Given entries:

■ ■ ■

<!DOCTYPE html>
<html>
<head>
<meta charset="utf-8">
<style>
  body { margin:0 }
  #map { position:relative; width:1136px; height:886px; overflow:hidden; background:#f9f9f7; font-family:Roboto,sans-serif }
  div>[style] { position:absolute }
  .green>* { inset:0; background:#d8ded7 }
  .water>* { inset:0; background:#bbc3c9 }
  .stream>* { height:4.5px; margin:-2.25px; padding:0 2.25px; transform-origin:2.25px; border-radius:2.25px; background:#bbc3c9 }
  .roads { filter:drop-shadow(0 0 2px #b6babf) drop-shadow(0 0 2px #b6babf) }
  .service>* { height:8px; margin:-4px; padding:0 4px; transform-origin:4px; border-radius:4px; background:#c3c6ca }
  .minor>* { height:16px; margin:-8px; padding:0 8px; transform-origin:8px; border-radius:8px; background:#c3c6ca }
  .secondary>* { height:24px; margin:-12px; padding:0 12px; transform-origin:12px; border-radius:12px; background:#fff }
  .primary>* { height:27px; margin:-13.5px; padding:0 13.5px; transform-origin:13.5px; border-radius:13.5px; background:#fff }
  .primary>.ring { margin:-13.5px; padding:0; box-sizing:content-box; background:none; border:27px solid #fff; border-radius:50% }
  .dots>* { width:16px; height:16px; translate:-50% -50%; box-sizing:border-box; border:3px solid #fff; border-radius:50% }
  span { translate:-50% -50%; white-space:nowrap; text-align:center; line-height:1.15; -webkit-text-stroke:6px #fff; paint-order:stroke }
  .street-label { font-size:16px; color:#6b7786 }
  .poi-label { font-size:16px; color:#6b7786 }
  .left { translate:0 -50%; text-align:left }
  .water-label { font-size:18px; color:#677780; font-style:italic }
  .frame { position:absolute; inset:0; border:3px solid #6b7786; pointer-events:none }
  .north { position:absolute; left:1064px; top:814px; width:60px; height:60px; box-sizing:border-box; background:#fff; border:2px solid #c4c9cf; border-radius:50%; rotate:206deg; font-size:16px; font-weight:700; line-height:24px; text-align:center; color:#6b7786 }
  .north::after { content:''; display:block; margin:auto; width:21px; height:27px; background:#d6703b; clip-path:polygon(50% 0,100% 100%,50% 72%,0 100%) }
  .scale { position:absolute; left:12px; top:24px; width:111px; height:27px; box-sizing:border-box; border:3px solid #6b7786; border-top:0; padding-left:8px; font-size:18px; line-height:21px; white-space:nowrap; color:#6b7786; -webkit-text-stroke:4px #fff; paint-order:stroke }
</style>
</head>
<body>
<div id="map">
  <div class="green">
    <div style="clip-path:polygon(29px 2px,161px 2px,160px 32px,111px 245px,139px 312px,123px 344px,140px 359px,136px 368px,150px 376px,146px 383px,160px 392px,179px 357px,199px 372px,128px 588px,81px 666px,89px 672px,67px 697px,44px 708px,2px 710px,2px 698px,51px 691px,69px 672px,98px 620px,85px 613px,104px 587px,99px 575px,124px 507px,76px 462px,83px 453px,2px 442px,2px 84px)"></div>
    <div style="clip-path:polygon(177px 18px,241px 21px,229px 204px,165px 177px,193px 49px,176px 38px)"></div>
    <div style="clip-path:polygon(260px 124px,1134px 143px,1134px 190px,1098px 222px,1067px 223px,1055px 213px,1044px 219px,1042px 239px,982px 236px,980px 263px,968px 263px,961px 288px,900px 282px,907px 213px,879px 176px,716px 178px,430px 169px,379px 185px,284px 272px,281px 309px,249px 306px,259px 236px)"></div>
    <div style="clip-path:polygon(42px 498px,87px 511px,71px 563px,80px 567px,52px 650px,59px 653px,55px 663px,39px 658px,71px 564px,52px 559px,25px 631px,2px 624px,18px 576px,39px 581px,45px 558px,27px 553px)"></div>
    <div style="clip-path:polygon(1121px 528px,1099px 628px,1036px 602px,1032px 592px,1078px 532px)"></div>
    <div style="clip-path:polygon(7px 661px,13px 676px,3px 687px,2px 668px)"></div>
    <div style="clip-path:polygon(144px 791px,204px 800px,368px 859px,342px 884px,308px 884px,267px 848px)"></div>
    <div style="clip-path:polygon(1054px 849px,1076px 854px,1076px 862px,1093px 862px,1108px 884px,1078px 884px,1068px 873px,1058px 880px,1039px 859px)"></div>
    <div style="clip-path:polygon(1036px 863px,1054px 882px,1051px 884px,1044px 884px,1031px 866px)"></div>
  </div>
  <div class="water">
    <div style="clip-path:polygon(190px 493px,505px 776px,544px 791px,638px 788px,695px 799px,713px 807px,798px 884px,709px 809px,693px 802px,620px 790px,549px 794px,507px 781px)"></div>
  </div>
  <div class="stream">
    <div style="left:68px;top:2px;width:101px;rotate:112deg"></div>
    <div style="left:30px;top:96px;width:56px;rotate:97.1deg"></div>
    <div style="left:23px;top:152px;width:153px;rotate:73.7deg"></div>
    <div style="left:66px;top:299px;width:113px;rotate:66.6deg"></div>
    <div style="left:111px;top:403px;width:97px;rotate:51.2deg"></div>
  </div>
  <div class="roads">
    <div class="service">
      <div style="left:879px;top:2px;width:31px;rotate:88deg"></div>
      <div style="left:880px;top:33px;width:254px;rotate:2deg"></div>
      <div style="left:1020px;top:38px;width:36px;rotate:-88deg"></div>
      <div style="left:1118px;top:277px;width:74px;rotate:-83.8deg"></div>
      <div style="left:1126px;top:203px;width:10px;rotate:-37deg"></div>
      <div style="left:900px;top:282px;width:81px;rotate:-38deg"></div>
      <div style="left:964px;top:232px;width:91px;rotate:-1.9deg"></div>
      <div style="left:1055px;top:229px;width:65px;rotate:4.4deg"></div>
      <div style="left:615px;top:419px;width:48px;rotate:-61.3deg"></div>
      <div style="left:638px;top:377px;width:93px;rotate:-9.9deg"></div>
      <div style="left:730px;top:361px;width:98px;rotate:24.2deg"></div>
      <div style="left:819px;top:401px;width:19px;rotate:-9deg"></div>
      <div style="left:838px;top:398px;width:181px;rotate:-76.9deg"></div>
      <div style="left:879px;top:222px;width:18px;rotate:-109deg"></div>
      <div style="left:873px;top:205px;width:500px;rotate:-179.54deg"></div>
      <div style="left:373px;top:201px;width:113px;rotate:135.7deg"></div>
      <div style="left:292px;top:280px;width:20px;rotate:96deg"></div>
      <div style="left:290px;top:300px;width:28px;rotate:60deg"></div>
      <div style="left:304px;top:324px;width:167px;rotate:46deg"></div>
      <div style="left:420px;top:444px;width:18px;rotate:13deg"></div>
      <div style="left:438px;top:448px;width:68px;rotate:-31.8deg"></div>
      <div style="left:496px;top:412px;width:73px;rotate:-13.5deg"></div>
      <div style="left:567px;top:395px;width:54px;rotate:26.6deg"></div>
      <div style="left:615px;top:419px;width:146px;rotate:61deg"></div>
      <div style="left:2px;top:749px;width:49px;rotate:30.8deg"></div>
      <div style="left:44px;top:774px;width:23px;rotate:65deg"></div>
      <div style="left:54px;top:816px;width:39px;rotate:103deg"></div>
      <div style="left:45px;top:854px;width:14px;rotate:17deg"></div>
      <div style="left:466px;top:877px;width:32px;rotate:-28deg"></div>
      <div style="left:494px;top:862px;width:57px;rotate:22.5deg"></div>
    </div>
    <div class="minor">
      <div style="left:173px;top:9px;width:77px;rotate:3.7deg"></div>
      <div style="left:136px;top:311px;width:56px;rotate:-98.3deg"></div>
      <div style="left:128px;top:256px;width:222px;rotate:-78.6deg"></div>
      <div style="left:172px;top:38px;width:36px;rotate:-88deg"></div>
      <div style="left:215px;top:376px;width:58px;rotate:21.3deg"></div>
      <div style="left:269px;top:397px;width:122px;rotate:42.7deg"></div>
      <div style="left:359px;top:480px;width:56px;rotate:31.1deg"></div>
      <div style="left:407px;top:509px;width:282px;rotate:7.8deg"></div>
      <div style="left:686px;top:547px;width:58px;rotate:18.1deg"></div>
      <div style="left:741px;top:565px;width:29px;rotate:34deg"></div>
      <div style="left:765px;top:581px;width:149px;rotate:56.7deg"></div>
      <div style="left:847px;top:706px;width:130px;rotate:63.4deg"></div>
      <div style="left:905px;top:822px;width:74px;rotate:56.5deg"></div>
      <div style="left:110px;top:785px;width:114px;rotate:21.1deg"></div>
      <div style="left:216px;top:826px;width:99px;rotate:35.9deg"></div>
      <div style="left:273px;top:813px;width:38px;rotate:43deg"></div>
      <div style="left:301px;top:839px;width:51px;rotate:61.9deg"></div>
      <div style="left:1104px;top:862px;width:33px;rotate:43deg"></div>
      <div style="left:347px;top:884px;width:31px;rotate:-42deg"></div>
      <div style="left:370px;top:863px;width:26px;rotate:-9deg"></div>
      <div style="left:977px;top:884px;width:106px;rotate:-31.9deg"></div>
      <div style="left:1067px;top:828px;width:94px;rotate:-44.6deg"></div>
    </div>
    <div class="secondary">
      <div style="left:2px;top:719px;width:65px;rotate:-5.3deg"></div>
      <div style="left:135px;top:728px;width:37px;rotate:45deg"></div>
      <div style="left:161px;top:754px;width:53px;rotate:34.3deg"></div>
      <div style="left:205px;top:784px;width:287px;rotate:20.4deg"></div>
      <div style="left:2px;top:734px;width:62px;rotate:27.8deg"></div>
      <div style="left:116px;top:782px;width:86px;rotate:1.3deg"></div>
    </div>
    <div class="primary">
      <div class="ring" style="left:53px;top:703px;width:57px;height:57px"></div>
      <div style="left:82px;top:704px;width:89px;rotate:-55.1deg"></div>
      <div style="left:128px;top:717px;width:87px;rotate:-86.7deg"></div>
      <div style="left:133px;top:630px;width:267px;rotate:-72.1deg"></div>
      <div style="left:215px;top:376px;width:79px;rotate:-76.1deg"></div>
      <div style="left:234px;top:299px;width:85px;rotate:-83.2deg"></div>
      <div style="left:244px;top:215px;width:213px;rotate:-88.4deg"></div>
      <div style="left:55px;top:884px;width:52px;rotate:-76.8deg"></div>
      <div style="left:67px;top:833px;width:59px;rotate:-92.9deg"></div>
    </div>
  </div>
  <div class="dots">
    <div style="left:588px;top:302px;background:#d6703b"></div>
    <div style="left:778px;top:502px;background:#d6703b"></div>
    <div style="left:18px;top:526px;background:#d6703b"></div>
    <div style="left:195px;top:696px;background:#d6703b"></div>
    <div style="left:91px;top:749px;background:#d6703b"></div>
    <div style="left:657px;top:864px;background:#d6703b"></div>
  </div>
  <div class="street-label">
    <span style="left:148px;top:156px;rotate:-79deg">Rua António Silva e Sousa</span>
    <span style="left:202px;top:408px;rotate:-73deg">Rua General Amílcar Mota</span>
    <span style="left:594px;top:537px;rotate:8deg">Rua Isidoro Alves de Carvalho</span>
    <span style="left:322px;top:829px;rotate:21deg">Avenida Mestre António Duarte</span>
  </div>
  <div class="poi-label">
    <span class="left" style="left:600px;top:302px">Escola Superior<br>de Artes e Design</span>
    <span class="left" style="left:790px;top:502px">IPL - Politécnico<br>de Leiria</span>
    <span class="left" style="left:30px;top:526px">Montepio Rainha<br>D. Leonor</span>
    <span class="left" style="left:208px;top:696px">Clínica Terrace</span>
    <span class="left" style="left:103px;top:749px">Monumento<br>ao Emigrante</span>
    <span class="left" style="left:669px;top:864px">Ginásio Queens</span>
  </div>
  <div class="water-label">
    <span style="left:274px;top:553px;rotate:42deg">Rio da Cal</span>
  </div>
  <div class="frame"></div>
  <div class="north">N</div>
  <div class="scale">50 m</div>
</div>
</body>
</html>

■ ■ ■

Problem requirements: Could you copy each line in the listing above that includes the word "service"?

Exercise output:
  .service>* { height:8px; margin:-4px; padding:0 4px; transform-origin:4px; border-radius:4px; background:#c3c6ca }
    <div class="service">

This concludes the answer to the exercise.